There has been an unprecedented development in the many fields of medicine in the 21st century. Such progress has only snowballed faster this year and will continue to do so in the upcoming one.

But before we look forward into the future of health sciences, let us look back to 2014’s medical advances and see how far humanity has come from medicine for cough and colds.

New heart disease biomarker

Doctors have used enzymes as well as other substances produced by the body to detect diseases. These are called biomarkers.  And this year, joining the already impressive list of cardiac biomarkers is trimethylamine N-oxide (TMAO). This biomarker is produced when your gut flora digests choline, a substance commonly found in egg yolks, red meat, and dairy. Choline is also linked to atherosclerosis, or hardening of the arteries, and can lead to a handful of deadly heart diseases. Through the detection of TMAO, doctors can now provide the right prevention and treatment for many patients with cardiac conditions.

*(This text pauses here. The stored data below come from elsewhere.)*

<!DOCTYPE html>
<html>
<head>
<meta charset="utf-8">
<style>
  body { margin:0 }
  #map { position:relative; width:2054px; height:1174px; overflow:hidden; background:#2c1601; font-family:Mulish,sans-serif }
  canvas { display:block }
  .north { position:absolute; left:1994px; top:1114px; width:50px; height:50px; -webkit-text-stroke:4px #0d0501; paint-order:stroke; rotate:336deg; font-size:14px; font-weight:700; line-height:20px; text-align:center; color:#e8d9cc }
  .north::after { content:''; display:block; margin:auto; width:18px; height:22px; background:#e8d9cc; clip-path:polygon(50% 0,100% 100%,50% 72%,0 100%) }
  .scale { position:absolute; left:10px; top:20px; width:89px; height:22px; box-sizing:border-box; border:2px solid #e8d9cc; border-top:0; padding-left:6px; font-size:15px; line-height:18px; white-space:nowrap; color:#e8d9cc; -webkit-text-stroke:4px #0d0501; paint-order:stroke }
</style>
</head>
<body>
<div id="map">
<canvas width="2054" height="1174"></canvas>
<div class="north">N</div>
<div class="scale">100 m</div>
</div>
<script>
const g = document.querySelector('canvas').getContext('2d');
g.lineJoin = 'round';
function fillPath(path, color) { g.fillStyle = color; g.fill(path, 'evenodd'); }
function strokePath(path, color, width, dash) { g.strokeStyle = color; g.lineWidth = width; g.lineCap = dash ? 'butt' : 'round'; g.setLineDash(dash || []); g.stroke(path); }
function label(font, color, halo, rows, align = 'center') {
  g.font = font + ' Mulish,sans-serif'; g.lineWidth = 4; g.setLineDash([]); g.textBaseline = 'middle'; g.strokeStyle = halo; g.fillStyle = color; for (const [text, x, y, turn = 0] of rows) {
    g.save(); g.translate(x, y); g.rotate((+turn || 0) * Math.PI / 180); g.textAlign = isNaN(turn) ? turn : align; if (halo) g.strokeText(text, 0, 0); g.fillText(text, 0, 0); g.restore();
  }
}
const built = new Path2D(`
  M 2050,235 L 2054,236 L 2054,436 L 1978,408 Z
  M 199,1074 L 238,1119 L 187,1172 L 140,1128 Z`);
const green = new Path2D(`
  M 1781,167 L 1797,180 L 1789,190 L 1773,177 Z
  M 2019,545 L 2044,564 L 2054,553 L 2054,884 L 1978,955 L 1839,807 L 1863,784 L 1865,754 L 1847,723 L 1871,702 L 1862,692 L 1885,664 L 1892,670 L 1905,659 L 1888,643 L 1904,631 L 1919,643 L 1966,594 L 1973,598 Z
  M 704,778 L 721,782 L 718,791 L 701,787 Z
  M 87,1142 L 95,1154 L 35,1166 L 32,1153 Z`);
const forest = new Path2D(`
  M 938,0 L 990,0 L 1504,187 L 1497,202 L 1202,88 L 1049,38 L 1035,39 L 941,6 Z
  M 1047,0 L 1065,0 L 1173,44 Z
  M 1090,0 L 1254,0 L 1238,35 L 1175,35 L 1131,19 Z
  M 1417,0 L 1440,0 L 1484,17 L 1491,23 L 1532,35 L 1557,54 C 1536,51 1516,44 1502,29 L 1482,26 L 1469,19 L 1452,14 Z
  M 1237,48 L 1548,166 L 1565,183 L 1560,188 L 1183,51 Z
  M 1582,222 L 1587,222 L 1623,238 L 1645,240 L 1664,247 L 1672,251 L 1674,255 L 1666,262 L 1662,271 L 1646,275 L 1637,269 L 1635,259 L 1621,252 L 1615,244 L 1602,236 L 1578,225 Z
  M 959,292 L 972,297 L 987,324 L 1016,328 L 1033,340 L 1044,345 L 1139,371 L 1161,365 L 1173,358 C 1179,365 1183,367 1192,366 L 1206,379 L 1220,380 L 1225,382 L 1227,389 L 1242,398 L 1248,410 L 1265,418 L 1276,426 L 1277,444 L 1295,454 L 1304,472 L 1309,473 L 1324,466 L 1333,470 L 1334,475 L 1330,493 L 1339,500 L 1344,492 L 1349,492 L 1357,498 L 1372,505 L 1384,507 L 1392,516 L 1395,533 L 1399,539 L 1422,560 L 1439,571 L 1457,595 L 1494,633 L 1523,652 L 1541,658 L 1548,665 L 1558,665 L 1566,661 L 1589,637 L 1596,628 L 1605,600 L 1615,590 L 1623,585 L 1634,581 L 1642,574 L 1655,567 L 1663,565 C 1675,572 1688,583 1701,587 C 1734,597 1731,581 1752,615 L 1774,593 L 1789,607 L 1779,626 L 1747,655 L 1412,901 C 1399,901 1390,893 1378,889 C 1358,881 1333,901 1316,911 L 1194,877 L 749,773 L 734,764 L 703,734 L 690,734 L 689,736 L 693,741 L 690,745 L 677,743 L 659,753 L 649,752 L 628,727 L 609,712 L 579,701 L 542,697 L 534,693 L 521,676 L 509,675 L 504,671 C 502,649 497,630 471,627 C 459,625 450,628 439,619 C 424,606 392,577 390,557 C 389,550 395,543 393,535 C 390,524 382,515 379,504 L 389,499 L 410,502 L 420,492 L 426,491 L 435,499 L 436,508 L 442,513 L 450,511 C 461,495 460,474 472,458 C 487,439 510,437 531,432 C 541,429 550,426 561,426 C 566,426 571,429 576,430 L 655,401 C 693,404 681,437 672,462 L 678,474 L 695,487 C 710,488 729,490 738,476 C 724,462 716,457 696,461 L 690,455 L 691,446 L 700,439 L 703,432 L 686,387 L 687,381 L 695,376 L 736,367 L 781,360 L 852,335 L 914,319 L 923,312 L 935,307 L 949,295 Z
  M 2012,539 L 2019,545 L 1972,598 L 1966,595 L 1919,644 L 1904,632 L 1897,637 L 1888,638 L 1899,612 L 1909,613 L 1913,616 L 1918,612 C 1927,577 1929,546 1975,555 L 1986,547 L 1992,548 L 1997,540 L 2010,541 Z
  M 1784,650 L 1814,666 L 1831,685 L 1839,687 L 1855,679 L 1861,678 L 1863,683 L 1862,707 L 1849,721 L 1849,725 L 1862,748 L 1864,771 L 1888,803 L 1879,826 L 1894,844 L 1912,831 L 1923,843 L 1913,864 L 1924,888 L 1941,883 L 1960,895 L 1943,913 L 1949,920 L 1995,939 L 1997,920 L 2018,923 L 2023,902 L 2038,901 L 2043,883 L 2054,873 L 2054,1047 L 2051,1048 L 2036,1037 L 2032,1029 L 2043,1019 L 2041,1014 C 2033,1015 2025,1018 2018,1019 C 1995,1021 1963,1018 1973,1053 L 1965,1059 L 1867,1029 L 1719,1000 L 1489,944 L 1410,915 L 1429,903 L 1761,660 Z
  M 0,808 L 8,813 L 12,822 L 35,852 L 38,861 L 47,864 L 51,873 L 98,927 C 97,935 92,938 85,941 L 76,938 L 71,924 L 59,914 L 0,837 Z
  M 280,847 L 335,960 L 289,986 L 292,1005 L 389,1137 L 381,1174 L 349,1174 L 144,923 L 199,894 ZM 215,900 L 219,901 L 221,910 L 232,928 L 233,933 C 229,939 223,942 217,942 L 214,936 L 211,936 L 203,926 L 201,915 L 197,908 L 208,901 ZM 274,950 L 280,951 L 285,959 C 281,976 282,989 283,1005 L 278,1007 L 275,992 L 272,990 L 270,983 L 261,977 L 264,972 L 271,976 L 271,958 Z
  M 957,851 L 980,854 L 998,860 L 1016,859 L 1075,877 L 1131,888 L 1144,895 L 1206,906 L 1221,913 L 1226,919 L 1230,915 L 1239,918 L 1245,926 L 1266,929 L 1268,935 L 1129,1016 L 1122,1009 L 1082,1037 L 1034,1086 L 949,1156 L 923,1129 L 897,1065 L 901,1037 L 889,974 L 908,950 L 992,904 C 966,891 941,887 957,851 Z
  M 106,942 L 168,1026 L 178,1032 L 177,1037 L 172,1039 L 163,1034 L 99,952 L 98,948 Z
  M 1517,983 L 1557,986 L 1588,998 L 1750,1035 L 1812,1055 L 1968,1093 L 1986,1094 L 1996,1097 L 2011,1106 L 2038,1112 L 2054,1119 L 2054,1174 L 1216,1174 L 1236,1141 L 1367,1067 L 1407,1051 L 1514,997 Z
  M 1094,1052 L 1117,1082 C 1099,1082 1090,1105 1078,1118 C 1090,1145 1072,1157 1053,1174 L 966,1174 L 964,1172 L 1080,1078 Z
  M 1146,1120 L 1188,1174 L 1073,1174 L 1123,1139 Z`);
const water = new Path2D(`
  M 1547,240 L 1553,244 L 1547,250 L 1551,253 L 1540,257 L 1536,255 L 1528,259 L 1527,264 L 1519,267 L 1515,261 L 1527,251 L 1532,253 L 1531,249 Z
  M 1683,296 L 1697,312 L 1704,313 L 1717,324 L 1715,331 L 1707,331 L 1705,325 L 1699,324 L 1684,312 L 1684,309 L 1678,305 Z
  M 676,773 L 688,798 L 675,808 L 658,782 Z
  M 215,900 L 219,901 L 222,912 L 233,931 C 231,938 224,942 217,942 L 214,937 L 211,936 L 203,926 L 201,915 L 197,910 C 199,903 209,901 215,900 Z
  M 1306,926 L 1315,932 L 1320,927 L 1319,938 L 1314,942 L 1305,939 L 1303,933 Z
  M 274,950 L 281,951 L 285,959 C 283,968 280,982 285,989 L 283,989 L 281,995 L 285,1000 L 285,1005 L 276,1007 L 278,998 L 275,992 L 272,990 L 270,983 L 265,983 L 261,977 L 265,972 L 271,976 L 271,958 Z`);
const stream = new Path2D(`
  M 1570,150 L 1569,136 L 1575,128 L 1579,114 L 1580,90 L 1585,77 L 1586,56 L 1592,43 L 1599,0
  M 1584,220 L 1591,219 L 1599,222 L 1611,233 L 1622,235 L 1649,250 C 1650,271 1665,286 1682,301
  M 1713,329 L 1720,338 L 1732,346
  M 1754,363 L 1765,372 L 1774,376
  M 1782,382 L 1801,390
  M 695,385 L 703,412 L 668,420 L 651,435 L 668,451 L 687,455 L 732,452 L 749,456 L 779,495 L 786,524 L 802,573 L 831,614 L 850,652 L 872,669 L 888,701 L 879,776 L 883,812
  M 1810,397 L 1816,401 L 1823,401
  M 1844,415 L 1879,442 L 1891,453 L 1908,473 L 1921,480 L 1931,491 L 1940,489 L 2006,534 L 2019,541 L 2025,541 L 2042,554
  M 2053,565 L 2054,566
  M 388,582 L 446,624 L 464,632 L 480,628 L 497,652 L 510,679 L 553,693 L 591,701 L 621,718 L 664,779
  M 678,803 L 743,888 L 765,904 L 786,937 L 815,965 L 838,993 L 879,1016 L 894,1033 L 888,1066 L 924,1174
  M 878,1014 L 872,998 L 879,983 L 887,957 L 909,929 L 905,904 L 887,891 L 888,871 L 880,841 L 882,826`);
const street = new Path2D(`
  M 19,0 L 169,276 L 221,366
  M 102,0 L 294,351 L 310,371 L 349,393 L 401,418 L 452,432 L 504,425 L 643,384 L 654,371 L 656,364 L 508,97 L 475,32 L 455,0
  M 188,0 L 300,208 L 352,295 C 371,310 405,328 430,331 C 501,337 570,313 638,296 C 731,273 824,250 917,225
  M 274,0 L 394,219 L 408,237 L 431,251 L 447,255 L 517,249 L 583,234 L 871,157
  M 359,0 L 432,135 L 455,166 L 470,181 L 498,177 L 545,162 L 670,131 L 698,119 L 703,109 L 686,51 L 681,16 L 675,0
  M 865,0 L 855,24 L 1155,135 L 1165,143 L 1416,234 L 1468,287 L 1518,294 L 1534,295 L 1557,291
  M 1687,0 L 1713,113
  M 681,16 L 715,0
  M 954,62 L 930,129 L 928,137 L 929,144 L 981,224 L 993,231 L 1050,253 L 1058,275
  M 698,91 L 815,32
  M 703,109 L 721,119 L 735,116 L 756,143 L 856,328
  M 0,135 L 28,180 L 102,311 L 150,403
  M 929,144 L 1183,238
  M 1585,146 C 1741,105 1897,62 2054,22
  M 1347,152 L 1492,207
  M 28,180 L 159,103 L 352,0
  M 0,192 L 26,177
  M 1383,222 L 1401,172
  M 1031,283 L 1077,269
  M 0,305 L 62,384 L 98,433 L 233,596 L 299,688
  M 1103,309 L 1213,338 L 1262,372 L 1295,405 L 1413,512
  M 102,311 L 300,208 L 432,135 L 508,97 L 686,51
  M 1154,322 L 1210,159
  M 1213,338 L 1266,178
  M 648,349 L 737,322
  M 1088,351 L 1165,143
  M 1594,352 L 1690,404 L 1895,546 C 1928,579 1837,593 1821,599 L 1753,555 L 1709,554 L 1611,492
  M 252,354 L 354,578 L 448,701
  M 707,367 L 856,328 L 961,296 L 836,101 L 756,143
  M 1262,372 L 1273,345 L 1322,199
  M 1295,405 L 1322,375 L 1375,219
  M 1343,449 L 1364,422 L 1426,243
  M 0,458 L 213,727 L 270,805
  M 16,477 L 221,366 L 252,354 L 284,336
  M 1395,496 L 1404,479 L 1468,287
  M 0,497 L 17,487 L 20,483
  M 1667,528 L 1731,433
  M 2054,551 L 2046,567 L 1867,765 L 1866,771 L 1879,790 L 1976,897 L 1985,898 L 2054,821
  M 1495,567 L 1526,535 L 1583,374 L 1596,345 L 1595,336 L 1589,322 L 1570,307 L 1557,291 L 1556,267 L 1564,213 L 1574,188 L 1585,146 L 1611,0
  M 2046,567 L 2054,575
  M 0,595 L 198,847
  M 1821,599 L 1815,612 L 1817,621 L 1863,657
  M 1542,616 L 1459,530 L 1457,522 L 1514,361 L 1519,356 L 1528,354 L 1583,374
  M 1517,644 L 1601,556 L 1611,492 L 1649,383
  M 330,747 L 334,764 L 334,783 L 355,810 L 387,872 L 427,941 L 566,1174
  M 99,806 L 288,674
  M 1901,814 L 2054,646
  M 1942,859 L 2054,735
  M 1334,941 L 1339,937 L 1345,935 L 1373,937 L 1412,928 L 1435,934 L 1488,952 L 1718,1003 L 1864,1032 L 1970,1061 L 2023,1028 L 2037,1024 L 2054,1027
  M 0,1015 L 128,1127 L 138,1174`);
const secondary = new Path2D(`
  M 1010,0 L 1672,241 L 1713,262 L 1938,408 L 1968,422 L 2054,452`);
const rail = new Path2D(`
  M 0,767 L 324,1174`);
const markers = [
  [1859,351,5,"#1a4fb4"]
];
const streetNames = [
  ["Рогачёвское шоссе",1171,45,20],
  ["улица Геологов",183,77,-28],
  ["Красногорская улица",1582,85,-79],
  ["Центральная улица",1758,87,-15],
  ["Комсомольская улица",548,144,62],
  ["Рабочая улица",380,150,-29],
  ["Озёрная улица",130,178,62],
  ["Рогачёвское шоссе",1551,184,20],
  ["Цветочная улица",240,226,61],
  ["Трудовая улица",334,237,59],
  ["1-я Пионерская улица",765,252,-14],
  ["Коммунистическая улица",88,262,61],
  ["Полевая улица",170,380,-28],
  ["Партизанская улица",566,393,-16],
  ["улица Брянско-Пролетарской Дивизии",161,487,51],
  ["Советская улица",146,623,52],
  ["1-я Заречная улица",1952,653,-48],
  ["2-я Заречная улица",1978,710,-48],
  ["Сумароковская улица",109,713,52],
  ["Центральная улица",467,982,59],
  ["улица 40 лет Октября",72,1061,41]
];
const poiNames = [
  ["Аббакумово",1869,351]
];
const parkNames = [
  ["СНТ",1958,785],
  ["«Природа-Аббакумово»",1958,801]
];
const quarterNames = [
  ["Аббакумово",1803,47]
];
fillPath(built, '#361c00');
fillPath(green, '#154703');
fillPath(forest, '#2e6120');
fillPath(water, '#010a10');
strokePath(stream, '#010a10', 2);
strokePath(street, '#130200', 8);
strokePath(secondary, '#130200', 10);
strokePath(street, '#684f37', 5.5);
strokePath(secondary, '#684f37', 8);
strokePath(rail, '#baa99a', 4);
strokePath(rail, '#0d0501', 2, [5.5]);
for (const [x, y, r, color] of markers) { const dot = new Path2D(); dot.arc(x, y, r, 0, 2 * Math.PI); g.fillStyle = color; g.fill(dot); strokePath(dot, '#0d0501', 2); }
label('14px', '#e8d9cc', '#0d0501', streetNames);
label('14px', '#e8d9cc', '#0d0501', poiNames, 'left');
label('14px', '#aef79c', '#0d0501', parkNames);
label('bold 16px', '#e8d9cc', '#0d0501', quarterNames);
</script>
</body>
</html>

Intravenous drug for acute heart failure

Acute heart failure is one of the leading causes of cardiac-related deaths. Unfortunately, there were no pharmaceutical treatment for this particular disease. Then came seralaxin. A synthetic version of the hormone human relaxin-2, seralaxin is infused over a 48-hour period right after an episode of heart failure or heart attack. The drug improves the blood flow of the entire body and acts as an anti-inflammatory, preventing damage heart failure causes to the kidneys, liver, and the heart itself.

Fecal transplant

Organ transplants have long been a possibility. Now, thanks to today’s technology, doctors are finally capable of transplanting microorganisms. This procedure, known as fecal microbiota transplantation, involves the gathering of normal microbiota from a donor. The microorganisms are put in a liquid suspension and then infused to a recipient. This is done to treat the donee’s colorectal disease, especially deadly cases of Clostridium difficile infections and inflammatory bowel disease.

“The Bionic Eye”

Retinal ImplantDespite its moniker, the bionic eye, or more correctly known as retinal prosthesis, neither restores nor improves vision. However, it is a nevertheless a great help for those who have suffered blinding retinal damage and retinal pigmentosa, as it replaces degenerated retinal cells and allows patients to pick up and interpret light patterns. This, although in a lesser state, gives the patient a renewed sense of sight.

Targeted Cancer Therapy

There have been many cancer cases who have been successfully treated by chemotherapy. However, the procedure involves a lot of side effects, and most of them are just as debilitating, if not more, than the set of symptoms the disease causes. This is because chemotherapy damages both cancer and non-cancer cells. Thankfully, a targeted cancer therapy, which specifically attacks cancer cells, has been devised. Basically, this is chemotherapy without the problems it brings. And now, with ibrutinib, an oral targeted cancer therapy drug, chronic lymphocytic leukemia patients finally have a cure without the problems.

If impressive advances in medicine have occurred during the past year, then we can expect even more impressive ones in 2015. Truly, there’s no better time to be alive than now.